Assignment = Wherever a line of the listing holds the string "tools", copy that line.

Records to use =

-=-=-=-=-

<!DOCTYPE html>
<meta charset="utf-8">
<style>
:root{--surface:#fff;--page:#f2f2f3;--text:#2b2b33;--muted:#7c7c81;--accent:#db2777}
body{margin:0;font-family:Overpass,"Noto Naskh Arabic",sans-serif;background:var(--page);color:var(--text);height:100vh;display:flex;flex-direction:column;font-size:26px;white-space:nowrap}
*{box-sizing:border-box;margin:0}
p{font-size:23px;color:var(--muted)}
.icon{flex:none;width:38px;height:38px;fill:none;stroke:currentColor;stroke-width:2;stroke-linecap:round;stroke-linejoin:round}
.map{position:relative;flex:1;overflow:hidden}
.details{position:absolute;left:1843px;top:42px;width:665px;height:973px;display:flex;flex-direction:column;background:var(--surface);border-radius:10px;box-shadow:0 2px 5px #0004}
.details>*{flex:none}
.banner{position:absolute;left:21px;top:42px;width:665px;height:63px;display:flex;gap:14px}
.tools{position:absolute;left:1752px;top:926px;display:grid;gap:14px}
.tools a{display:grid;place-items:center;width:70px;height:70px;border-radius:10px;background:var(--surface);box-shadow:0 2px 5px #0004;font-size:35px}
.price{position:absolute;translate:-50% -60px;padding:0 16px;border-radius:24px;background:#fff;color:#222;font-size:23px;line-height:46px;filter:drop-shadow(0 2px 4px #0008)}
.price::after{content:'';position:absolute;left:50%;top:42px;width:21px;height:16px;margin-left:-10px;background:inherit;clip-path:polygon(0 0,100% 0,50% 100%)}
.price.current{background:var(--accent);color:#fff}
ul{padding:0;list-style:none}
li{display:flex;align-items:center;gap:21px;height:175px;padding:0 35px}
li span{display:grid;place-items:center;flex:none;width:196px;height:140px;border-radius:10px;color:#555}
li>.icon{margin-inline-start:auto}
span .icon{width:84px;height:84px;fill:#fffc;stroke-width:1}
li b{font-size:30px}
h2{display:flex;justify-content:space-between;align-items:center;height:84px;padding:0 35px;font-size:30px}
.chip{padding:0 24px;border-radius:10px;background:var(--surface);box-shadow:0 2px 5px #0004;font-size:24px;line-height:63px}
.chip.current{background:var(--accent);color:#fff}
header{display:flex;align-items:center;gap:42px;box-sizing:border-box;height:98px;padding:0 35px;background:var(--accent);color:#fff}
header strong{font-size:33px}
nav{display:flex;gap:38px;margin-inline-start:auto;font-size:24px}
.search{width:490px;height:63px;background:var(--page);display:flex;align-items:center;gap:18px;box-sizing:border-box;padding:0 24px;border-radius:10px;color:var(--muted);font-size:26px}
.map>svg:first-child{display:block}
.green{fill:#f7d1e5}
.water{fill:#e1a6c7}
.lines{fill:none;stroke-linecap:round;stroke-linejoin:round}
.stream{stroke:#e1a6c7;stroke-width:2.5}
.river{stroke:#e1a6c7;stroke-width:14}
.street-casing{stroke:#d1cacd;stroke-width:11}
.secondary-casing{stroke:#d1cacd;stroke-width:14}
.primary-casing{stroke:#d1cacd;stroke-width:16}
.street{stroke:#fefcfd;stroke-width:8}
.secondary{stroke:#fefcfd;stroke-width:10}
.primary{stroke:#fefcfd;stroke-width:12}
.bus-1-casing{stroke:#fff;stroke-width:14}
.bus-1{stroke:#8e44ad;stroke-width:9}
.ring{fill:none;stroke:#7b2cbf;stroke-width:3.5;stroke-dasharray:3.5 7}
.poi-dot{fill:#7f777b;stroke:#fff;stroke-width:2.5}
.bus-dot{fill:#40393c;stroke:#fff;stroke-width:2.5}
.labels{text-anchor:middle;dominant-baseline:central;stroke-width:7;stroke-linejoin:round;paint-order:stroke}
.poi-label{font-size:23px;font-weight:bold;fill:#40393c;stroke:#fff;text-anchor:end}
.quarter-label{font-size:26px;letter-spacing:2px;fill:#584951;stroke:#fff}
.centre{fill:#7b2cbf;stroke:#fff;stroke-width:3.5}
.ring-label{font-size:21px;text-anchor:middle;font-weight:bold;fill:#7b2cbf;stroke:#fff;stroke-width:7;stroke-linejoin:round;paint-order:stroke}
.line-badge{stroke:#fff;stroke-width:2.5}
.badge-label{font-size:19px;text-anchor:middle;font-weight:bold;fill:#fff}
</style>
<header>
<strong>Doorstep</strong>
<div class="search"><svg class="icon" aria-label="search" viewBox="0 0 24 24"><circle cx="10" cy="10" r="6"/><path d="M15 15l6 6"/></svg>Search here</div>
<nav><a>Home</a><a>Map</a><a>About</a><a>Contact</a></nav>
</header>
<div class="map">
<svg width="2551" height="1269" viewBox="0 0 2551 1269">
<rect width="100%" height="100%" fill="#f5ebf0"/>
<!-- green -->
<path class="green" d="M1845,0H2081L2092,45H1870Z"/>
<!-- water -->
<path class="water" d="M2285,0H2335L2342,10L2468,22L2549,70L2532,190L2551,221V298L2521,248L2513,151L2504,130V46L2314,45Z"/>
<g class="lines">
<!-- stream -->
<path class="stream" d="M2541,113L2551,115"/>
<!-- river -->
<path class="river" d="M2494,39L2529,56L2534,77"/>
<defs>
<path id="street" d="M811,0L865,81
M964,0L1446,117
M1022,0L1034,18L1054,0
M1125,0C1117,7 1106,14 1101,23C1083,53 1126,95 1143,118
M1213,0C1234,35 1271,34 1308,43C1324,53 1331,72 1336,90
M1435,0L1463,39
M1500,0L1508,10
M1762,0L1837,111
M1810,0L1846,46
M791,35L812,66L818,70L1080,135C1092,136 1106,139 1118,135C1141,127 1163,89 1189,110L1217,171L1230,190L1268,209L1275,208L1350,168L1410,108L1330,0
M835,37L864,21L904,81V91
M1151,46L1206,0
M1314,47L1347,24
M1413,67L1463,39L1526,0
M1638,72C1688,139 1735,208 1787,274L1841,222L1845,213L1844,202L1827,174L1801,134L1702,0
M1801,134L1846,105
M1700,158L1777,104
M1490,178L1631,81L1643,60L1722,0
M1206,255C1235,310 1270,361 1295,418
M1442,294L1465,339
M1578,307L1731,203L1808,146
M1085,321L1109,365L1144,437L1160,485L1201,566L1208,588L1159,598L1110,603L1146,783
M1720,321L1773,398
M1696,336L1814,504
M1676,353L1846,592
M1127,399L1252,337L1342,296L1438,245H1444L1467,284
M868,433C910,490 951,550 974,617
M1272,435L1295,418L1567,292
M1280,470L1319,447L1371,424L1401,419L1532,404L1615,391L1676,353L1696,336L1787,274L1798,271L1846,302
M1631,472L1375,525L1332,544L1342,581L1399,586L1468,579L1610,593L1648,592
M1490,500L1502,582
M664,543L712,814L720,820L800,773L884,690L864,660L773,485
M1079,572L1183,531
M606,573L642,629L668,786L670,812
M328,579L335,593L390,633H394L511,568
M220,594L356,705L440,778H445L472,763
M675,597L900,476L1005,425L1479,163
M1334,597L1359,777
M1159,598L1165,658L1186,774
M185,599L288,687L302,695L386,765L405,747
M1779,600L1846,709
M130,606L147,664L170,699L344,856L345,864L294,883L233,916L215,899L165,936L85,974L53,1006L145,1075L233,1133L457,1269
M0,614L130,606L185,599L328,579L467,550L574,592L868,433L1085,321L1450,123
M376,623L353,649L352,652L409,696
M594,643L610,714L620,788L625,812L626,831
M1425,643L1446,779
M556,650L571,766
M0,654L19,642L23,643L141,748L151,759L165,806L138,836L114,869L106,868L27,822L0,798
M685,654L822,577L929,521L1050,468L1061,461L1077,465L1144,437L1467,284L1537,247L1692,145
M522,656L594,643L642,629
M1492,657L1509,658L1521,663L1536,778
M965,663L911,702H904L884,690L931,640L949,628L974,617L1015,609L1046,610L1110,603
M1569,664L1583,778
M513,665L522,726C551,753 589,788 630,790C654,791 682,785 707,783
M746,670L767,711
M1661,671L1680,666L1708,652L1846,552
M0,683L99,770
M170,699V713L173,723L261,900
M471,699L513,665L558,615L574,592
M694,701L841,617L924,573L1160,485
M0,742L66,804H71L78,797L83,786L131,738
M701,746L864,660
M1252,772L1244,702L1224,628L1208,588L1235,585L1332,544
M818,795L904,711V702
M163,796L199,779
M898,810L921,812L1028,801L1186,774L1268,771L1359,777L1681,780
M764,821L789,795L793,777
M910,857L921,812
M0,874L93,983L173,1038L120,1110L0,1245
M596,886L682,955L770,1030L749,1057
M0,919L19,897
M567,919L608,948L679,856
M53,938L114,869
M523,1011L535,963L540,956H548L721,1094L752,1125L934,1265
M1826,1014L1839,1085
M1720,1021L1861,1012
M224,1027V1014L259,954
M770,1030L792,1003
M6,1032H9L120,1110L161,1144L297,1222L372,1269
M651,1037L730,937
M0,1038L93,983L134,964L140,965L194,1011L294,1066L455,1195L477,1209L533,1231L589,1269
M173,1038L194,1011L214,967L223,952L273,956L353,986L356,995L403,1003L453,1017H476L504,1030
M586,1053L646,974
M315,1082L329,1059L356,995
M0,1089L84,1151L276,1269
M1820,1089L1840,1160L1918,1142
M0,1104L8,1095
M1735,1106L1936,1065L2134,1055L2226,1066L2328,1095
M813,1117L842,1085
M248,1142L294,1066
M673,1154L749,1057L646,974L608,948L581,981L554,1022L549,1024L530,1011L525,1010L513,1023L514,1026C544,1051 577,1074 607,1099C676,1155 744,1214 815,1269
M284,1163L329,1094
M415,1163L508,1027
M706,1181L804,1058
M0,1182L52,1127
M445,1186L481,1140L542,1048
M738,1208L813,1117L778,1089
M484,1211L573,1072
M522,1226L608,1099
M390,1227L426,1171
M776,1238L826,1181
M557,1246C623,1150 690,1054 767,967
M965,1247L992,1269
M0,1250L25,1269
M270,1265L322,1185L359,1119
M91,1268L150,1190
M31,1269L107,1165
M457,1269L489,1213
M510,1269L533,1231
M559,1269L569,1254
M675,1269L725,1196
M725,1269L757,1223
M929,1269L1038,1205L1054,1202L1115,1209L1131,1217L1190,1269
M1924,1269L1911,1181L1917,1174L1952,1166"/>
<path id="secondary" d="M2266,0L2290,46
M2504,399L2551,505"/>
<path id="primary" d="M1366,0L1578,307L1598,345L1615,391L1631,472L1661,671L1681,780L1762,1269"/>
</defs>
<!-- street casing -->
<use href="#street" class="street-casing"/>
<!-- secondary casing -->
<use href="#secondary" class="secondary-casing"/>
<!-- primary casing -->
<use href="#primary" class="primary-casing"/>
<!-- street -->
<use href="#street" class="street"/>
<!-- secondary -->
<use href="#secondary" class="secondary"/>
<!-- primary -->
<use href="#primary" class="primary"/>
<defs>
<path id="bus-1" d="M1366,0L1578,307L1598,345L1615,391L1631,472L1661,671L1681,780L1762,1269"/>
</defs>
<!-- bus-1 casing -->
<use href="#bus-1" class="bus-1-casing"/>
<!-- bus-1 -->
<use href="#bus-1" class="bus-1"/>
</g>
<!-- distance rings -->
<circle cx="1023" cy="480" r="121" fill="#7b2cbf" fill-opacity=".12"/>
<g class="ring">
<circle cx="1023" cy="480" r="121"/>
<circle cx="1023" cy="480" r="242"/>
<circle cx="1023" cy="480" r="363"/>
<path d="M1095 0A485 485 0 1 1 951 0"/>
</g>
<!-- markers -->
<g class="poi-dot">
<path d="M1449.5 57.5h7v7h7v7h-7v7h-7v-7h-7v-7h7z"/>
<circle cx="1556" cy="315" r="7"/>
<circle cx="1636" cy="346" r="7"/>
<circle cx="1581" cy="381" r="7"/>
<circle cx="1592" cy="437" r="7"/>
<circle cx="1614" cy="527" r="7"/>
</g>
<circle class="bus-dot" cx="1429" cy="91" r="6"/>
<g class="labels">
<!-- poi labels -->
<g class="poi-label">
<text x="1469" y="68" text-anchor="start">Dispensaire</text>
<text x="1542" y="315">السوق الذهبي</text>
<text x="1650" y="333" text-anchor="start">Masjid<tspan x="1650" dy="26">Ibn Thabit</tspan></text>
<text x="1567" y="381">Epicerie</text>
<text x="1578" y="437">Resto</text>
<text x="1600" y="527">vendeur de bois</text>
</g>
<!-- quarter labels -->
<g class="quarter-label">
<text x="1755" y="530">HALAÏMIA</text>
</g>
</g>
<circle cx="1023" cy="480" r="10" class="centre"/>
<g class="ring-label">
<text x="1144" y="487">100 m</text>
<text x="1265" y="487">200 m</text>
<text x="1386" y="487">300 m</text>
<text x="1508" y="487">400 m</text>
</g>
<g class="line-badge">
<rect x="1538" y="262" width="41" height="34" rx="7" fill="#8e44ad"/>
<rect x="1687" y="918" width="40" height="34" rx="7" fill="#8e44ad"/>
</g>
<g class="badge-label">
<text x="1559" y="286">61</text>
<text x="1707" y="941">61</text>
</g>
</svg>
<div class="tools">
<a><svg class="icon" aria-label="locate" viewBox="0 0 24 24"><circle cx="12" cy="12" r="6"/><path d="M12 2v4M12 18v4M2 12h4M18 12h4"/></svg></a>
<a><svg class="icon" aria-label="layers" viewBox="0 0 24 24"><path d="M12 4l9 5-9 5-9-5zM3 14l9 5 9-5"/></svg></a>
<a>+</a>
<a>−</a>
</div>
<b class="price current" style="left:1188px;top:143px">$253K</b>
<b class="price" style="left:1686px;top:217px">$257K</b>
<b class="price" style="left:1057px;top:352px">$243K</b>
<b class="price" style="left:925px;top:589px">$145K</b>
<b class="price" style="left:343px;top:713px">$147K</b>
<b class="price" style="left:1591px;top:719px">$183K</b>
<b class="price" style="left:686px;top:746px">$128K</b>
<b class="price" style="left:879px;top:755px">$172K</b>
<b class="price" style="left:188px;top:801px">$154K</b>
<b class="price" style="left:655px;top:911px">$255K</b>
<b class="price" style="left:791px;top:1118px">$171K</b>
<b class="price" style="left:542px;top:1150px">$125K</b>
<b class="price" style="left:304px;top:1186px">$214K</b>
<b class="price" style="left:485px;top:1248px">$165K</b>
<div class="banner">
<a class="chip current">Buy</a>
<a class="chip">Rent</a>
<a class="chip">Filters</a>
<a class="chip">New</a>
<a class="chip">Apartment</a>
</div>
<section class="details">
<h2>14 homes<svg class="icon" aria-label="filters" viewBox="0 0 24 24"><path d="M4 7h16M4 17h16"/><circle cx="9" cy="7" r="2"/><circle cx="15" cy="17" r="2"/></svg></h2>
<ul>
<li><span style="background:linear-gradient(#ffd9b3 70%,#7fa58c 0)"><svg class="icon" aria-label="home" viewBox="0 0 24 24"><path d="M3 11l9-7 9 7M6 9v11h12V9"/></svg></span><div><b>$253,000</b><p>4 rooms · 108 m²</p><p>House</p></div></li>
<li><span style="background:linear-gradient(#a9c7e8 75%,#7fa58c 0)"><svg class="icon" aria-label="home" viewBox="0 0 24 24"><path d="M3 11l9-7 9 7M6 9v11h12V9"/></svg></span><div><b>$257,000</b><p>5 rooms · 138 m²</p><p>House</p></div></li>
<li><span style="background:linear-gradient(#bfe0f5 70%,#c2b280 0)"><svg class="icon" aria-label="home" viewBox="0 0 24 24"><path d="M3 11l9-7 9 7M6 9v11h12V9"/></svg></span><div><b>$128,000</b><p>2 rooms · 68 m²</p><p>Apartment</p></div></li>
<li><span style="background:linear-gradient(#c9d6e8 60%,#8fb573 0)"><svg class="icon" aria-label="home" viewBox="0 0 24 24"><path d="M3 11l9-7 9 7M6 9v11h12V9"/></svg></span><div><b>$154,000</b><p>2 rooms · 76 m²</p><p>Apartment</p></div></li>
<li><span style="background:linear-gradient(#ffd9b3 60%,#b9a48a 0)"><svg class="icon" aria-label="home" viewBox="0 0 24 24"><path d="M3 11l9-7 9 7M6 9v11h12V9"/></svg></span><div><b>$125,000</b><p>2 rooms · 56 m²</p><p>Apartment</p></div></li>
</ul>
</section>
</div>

-=-=-=-=-

Result of the task =
.tools{position:absolute;left:1752px;top:926px;display:grid;gap:14px}
.tools a{display:grid;place-items:center;width:70px;height:70px;border-radius:10px;background:var(--surface);box-shadow:0 2px 5px #0004;font-size:35px}
<div class="tools">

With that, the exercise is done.